After DataTern Inc. accused dozens of SAP AG and Microsoft Corp. customers of patent infringement, the two companies sprang into action and used declaratory judgment actions to knock out DataTern’s patents in 2012. The U.S. Court of Appeals for the Federal Circuit blessed that tactic on Friday, but with some reservations.
In a 27-page ruling, a three-judge Federal Circuit panel ruled that DataTern’s litigation threats against SAP customers gave the software giant jurisdiction to respond with a declaratory judgment action. The court handed Microsoft a less forceful endorsement, finding that it could only challenge one of the two DataTern patents at issue.

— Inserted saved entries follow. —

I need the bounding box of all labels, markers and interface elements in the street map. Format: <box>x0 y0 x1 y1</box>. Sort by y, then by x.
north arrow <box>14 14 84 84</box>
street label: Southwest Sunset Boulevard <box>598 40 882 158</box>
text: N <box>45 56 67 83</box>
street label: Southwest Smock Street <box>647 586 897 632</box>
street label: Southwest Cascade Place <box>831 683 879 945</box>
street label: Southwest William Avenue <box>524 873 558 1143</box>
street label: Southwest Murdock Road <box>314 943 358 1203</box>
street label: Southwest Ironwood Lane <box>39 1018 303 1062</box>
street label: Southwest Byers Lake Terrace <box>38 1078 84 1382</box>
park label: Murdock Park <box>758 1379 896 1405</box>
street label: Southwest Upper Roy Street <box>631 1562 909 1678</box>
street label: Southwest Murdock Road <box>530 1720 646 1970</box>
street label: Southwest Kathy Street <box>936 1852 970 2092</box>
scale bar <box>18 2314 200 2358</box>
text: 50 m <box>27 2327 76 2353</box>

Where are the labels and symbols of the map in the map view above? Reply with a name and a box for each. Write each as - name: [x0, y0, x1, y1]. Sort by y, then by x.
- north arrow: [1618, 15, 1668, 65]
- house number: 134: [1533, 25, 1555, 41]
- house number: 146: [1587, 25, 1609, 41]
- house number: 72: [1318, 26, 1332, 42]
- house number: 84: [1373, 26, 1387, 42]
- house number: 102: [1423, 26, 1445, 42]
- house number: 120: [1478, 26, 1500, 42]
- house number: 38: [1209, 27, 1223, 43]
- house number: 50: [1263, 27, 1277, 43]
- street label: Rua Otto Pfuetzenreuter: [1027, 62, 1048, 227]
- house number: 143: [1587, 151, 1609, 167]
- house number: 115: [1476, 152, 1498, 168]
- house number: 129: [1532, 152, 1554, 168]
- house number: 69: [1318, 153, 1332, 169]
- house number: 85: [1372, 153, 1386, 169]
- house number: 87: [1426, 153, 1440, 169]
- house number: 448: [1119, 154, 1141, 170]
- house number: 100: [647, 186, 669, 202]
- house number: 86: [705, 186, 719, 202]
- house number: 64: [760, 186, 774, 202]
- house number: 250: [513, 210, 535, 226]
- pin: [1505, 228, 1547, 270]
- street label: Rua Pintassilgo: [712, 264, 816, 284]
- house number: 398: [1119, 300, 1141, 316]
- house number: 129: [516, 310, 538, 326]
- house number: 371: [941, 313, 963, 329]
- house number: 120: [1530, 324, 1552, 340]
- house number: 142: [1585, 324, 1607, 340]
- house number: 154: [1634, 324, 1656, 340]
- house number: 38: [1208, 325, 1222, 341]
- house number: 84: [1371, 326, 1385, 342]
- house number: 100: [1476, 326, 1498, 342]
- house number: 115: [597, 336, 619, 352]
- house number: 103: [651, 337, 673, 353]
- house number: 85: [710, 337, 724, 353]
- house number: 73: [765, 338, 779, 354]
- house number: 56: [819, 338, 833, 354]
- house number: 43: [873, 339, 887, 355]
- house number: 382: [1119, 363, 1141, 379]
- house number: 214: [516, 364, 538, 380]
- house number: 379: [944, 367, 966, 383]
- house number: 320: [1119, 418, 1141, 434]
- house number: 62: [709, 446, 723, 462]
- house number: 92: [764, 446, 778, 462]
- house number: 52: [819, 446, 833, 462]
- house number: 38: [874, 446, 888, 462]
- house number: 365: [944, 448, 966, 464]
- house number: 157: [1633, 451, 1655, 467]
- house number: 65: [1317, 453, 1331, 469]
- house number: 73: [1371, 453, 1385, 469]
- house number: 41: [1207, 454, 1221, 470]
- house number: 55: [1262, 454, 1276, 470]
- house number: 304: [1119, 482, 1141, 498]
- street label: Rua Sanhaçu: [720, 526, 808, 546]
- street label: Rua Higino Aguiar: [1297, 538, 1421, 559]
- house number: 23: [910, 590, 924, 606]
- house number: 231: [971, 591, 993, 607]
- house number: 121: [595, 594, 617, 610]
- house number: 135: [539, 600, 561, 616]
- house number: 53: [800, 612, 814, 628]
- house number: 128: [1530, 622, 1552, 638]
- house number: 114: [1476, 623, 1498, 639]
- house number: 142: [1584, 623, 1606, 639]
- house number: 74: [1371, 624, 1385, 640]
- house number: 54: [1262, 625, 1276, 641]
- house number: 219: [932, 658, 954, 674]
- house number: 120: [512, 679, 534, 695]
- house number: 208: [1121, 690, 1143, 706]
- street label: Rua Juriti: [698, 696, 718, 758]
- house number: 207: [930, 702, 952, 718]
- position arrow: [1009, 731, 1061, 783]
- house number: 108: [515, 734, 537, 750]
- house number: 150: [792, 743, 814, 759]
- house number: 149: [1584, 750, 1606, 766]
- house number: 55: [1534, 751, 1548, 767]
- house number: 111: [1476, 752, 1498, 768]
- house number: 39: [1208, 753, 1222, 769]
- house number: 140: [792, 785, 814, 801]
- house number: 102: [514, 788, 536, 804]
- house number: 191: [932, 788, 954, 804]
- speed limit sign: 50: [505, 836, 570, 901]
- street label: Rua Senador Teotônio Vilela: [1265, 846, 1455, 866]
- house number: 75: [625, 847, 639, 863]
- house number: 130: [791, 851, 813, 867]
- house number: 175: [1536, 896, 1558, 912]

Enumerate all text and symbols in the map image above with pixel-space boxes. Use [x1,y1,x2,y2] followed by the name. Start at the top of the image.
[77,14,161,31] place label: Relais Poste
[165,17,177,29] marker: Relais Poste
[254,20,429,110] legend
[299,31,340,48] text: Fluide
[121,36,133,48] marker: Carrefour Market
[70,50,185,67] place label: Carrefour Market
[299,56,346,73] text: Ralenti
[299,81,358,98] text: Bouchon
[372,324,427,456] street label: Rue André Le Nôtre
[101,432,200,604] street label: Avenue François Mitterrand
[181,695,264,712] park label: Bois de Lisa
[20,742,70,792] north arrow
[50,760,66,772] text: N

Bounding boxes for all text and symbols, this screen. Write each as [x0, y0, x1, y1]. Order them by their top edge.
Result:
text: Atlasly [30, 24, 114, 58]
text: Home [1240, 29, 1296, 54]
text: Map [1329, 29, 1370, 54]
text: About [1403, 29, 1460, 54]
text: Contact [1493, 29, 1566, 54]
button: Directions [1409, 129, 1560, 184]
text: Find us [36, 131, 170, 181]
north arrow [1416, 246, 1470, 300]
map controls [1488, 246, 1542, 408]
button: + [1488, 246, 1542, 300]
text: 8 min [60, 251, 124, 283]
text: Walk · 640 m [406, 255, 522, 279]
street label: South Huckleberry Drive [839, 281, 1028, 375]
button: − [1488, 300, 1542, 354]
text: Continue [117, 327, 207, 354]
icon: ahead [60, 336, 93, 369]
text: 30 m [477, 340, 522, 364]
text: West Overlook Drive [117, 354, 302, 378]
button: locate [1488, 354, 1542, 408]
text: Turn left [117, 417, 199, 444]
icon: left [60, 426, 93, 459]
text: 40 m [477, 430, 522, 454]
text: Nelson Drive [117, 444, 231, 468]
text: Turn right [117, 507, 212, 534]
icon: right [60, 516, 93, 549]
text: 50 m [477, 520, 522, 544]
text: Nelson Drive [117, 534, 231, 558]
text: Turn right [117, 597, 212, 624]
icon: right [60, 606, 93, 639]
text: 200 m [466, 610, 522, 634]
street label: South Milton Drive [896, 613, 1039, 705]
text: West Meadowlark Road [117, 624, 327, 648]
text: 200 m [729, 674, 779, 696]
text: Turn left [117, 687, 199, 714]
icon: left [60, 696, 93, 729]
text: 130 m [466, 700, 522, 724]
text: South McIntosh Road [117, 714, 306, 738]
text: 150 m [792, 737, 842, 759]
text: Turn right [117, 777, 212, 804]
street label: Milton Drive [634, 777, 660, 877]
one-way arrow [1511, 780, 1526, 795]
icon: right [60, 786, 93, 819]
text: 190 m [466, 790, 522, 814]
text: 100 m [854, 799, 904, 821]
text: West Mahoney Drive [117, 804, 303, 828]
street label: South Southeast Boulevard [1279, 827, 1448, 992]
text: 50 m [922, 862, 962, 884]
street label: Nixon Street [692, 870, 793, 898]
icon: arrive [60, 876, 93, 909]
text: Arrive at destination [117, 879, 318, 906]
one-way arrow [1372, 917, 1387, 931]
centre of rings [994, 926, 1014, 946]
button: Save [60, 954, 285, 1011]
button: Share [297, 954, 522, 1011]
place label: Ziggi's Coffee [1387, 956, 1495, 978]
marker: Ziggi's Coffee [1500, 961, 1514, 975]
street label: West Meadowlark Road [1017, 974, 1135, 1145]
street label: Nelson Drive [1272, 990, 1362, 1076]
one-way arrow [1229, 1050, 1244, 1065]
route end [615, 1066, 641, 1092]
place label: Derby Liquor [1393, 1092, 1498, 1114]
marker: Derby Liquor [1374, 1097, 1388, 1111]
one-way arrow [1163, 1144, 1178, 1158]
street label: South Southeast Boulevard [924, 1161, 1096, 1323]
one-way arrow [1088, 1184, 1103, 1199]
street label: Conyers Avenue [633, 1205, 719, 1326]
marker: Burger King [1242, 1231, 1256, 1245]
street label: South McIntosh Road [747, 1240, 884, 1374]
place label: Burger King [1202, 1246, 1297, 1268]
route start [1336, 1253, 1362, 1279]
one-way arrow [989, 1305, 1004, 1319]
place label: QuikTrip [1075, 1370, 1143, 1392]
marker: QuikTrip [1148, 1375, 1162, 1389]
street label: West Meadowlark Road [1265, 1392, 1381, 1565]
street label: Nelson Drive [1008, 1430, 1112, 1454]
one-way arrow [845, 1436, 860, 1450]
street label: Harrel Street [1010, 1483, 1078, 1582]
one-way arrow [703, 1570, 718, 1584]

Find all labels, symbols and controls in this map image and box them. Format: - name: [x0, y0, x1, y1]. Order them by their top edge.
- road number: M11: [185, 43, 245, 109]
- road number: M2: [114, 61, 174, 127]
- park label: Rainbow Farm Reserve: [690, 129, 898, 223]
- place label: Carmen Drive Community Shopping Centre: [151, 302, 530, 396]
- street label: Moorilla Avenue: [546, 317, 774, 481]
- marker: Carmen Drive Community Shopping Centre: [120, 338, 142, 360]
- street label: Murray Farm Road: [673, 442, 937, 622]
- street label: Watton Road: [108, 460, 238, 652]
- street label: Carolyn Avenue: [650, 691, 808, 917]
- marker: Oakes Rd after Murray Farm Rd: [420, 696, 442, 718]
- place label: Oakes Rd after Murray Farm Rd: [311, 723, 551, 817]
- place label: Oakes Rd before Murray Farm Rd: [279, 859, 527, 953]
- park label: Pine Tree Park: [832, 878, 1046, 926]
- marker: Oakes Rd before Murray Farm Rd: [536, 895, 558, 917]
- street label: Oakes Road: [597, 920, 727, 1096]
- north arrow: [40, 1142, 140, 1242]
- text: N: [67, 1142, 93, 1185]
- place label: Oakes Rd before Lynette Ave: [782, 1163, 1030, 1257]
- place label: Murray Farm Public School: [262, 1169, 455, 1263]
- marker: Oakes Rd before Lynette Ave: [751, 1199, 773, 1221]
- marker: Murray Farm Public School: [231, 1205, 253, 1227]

In a partial dissent, Chief Judge Randall Rader wholeheartedly endorsed SAP and Microsoft’s effort and criticized his colleagues for partially stymieing Microsoft. “Microsoft’s and SAP’s willingness to step into this case as suppliers defending their customers should be encouraged, not discouraged,” Rader wrote. “The practical and problematic effect of the court’s holding today is that it gives aggressive parties a road map to avoid supplier suits.”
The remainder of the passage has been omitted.